Exército brasileiro treina militares estrangeiros na floresta amazônica

Na primeira fase do estágio, os estrangeiros aprenderam técnicas de sobrevivência na selva, desde como obter comida e água até se proteger de animais peçonhentos. (Foto: Exército Brasileiro)

Por Andréa Barretto

De 30 de novembro a 2 de dezembro, Manaus, capital do estado do Amazonas, sediou o Seminário Internacional de Operações na Selva. O evento reuniu representantes militares brasileiros e de outros paises como também de empresas brasileiras e estrangeiras que desenvolvem tecnologias militares.

Na segunda fase do estágio, houve treinamento de tiro, além de atividades de deslocamentos dentro da selva e dos rios. (Foto: Exército Brasileiro)

 

Tendo como principal apoiador o Comando Militar da Amazônia, o seminário não é a única atividade internacional deste ano a colaborar para o intercâmbio de conhecimentos e experiências sobre ações militares na selva.

Durante 33 dias, de 12 de setembro a 14 de outubro, 21 homens provenientes de 15 nações, incluindo Estados Unidos e Canadá, encararam os desafios de cumprir missões em um ambiente único no mundo, a floresta amazônica. A experiência foi proporcionada pelo primeiro Estágio Internacional de Operações na Selva (EIOS), realizado pelo Centro de Instrução de Guerra na Selva (CIGS), unidade subordinada ao Comando Militar da Amazônia.

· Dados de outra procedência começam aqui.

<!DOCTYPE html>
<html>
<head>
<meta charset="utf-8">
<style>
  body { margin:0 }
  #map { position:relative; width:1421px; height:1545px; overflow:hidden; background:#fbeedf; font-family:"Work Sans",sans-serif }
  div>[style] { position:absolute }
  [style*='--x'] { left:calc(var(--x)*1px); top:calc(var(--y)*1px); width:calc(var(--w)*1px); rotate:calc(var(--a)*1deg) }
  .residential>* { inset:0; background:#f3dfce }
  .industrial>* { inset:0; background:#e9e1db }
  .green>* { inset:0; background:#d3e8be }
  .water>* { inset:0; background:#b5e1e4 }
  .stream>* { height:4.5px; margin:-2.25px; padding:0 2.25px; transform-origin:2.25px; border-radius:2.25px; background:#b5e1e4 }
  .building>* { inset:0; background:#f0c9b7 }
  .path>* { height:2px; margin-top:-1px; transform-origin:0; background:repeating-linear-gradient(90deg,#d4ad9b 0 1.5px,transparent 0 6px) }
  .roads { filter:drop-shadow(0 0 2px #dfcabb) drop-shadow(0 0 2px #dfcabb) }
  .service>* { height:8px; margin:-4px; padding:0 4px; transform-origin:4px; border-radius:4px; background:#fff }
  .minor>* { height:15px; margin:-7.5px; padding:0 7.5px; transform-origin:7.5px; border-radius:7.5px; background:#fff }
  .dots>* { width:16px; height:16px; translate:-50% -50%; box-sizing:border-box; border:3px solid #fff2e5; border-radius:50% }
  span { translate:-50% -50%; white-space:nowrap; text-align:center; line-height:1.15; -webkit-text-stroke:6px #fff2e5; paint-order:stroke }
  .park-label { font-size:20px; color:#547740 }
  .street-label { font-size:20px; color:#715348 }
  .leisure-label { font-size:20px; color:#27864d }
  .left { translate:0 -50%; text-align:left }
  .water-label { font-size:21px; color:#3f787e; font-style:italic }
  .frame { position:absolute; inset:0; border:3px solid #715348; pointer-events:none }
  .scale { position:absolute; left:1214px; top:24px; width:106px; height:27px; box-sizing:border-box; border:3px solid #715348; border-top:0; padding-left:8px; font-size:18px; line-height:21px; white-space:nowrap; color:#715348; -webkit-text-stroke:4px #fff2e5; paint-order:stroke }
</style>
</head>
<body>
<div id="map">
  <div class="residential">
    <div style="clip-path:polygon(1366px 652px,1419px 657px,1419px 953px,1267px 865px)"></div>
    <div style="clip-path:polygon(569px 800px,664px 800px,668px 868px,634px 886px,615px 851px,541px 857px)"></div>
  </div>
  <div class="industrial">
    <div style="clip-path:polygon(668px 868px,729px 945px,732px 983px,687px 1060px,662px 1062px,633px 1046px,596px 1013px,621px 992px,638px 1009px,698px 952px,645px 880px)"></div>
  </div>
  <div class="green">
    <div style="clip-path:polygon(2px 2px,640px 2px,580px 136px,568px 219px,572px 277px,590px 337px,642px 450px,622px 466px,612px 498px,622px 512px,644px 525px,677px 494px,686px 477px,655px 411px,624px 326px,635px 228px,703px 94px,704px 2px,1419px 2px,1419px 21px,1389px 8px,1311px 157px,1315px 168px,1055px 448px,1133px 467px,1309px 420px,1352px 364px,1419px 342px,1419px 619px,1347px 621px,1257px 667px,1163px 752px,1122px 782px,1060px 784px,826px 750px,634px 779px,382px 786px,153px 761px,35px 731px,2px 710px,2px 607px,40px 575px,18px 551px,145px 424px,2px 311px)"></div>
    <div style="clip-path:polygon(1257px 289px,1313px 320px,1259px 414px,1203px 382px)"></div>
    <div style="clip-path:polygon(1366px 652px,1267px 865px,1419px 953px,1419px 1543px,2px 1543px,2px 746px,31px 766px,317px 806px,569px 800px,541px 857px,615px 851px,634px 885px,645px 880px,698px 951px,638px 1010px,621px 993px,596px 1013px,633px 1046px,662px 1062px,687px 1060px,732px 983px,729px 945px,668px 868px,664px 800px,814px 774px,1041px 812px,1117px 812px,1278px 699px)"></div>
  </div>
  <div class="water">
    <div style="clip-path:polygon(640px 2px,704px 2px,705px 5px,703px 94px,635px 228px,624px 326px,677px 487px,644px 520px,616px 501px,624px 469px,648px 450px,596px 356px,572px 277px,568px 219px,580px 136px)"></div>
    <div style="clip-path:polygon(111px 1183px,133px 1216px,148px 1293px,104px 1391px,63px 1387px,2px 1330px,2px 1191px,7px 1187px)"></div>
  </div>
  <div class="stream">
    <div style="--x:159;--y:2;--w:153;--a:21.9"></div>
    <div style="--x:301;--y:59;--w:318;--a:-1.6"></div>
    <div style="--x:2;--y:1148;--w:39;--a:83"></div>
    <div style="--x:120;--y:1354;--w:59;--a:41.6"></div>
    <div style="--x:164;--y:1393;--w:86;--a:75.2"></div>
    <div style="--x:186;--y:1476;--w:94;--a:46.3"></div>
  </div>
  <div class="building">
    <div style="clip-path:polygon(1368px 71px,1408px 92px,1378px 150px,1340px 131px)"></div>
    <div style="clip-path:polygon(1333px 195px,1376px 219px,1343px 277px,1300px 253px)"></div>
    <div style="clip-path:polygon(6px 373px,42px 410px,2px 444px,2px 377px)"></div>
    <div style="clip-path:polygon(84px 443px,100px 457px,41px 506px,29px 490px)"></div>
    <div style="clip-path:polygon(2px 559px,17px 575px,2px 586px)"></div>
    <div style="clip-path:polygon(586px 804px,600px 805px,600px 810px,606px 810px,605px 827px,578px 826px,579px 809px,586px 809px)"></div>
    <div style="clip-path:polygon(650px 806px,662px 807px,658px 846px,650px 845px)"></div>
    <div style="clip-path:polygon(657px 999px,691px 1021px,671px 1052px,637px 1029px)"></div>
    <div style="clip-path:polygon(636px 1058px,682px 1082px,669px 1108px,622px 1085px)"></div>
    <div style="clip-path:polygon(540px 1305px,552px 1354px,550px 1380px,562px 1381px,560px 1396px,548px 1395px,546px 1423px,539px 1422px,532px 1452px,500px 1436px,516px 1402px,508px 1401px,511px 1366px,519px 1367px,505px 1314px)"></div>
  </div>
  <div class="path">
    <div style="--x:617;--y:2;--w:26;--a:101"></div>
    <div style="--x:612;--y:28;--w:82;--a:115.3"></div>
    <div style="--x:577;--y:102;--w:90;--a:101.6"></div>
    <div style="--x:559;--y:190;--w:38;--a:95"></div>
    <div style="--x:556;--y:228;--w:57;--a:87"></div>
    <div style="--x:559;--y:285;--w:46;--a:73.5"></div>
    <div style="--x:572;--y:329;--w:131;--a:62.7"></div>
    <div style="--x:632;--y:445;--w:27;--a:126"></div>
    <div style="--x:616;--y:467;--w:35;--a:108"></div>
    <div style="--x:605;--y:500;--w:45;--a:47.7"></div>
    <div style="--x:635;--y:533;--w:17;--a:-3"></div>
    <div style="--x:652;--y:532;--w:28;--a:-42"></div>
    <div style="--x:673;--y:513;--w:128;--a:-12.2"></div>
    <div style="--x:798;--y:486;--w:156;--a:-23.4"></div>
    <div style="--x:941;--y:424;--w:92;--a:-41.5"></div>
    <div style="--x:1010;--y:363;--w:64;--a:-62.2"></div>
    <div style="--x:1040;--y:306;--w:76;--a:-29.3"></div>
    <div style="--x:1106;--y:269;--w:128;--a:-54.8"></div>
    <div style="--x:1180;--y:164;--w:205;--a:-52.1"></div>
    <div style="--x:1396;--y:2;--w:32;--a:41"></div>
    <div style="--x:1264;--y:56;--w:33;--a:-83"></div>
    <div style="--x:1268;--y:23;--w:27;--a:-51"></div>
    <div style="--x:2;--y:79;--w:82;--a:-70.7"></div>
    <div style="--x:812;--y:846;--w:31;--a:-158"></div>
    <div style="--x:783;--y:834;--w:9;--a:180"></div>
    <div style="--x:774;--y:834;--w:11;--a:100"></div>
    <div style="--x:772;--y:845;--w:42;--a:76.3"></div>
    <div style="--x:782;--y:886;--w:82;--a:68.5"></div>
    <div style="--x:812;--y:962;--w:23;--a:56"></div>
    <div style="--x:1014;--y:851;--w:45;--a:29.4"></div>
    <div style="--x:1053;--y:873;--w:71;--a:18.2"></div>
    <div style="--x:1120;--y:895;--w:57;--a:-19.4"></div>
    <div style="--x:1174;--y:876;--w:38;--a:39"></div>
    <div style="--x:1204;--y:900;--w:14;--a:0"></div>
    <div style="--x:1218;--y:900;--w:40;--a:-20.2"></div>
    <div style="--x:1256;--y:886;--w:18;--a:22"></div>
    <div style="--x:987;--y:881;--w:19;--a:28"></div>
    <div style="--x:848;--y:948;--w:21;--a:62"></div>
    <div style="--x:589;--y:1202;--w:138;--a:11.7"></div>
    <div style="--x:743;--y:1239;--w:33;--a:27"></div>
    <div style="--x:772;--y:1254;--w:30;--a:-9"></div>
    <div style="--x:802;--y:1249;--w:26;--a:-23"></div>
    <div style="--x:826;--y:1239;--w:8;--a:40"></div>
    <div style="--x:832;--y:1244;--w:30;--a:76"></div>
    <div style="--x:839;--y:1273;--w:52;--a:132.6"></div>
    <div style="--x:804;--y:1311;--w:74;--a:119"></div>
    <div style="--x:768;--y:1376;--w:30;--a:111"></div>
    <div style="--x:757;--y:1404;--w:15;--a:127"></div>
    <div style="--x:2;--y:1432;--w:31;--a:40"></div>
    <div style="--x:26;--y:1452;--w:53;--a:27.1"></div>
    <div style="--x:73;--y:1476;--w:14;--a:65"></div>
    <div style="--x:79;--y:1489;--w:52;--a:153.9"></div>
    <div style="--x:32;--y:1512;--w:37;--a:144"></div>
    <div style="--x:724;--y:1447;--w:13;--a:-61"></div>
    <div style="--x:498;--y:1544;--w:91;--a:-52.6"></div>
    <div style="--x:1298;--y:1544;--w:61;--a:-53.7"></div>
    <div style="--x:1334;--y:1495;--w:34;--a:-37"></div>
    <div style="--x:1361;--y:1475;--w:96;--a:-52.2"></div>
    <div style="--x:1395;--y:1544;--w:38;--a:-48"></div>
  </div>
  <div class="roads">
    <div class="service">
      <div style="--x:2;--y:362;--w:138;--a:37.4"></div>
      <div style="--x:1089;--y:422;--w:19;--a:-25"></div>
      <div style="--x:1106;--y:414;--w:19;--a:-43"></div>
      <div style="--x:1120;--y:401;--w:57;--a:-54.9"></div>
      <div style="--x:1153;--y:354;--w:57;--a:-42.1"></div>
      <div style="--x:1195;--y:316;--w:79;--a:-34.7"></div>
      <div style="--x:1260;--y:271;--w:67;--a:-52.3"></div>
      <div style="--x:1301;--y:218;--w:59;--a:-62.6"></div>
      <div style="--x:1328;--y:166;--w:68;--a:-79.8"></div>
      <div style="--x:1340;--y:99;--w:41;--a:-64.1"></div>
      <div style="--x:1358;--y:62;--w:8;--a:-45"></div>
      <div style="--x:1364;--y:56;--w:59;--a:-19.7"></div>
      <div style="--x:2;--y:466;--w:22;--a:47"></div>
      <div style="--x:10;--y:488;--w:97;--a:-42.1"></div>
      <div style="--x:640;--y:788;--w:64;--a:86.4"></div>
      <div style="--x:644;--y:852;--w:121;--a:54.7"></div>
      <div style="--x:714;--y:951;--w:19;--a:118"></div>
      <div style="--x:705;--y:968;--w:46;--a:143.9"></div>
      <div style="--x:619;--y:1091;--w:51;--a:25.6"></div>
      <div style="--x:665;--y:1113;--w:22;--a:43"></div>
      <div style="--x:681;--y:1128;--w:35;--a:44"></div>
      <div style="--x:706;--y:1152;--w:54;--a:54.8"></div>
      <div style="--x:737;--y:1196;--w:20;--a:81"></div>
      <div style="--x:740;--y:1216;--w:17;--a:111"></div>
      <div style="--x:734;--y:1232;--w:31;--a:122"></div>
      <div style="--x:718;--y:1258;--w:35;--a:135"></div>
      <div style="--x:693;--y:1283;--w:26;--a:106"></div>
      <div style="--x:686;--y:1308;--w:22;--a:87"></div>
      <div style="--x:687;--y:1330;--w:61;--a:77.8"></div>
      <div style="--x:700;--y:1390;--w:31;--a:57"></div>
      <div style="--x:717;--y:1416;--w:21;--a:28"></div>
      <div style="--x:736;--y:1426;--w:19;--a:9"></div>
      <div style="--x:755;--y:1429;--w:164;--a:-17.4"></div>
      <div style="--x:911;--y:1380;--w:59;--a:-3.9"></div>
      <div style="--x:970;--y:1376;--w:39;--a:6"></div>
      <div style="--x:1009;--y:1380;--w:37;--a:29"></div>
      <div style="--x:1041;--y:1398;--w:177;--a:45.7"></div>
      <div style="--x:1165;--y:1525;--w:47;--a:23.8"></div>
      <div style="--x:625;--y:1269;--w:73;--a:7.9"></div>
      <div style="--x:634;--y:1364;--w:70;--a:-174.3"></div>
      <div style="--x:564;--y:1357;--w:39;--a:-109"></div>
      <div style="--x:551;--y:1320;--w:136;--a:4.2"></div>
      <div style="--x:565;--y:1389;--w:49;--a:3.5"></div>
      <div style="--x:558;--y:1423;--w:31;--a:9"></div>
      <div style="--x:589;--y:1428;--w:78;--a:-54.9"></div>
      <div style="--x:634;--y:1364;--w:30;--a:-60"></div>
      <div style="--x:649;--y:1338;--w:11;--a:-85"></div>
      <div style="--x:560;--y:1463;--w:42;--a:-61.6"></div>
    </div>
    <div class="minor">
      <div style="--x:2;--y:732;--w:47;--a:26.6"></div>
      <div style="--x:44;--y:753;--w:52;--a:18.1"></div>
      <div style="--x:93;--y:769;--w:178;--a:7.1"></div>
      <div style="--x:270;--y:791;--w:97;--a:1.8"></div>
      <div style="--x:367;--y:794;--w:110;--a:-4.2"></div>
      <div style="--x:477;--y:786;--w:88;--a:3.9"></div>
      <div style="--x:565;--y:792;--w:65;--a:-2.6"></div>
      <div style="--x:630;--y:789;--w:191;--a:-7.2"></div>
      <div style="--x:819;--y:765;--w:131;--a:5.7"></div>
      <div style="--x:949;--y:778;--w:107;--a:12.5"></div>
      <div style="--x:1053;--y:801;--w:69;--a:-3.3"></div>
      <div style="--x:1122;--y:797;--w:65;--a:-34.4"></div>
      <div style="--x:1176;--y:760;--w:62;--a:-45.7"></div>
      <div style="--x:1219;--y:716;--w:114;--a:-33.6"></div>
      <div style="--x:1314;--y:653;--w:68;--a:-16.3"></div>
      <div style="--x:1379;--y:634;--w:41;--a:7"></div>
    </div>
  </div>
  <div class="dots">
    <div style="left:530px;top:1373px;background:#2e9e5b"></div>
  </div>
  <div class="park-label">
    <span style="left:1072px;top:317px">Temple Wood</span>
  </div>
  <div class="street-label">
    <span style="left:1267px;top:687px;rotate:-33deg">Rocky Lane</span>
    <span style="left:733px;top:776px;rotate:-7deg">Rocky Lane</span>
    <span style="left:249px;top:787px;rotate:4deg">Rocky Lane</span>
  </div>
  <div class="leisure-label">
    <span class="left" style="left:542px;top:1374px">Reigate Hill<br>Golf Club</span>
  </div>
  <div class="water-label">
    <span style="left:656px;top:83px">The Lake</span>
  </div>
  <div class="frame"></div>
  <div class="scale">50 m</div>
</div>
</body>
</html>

Os instrutores do CIGS participaram do Seminário Internacional de Operações na Selva com o objetivo de fazer relatórios das apresentações. “Estaremos presentes para acompanhar o que for tratado e depois estudar o que pode ser adaptado para a nossa aplicação em nossos cursos e estágios do CIGS”, afirmou o Capitão Charles Araújo, coordenador do EIOS.

Estágio internacional forma combatentes de selva

Combatentes de selva. É esse o título que agora carregam no currículo os militares estrangeiros que concluíram o primeiro Estágio Internacional de Operações na Selva.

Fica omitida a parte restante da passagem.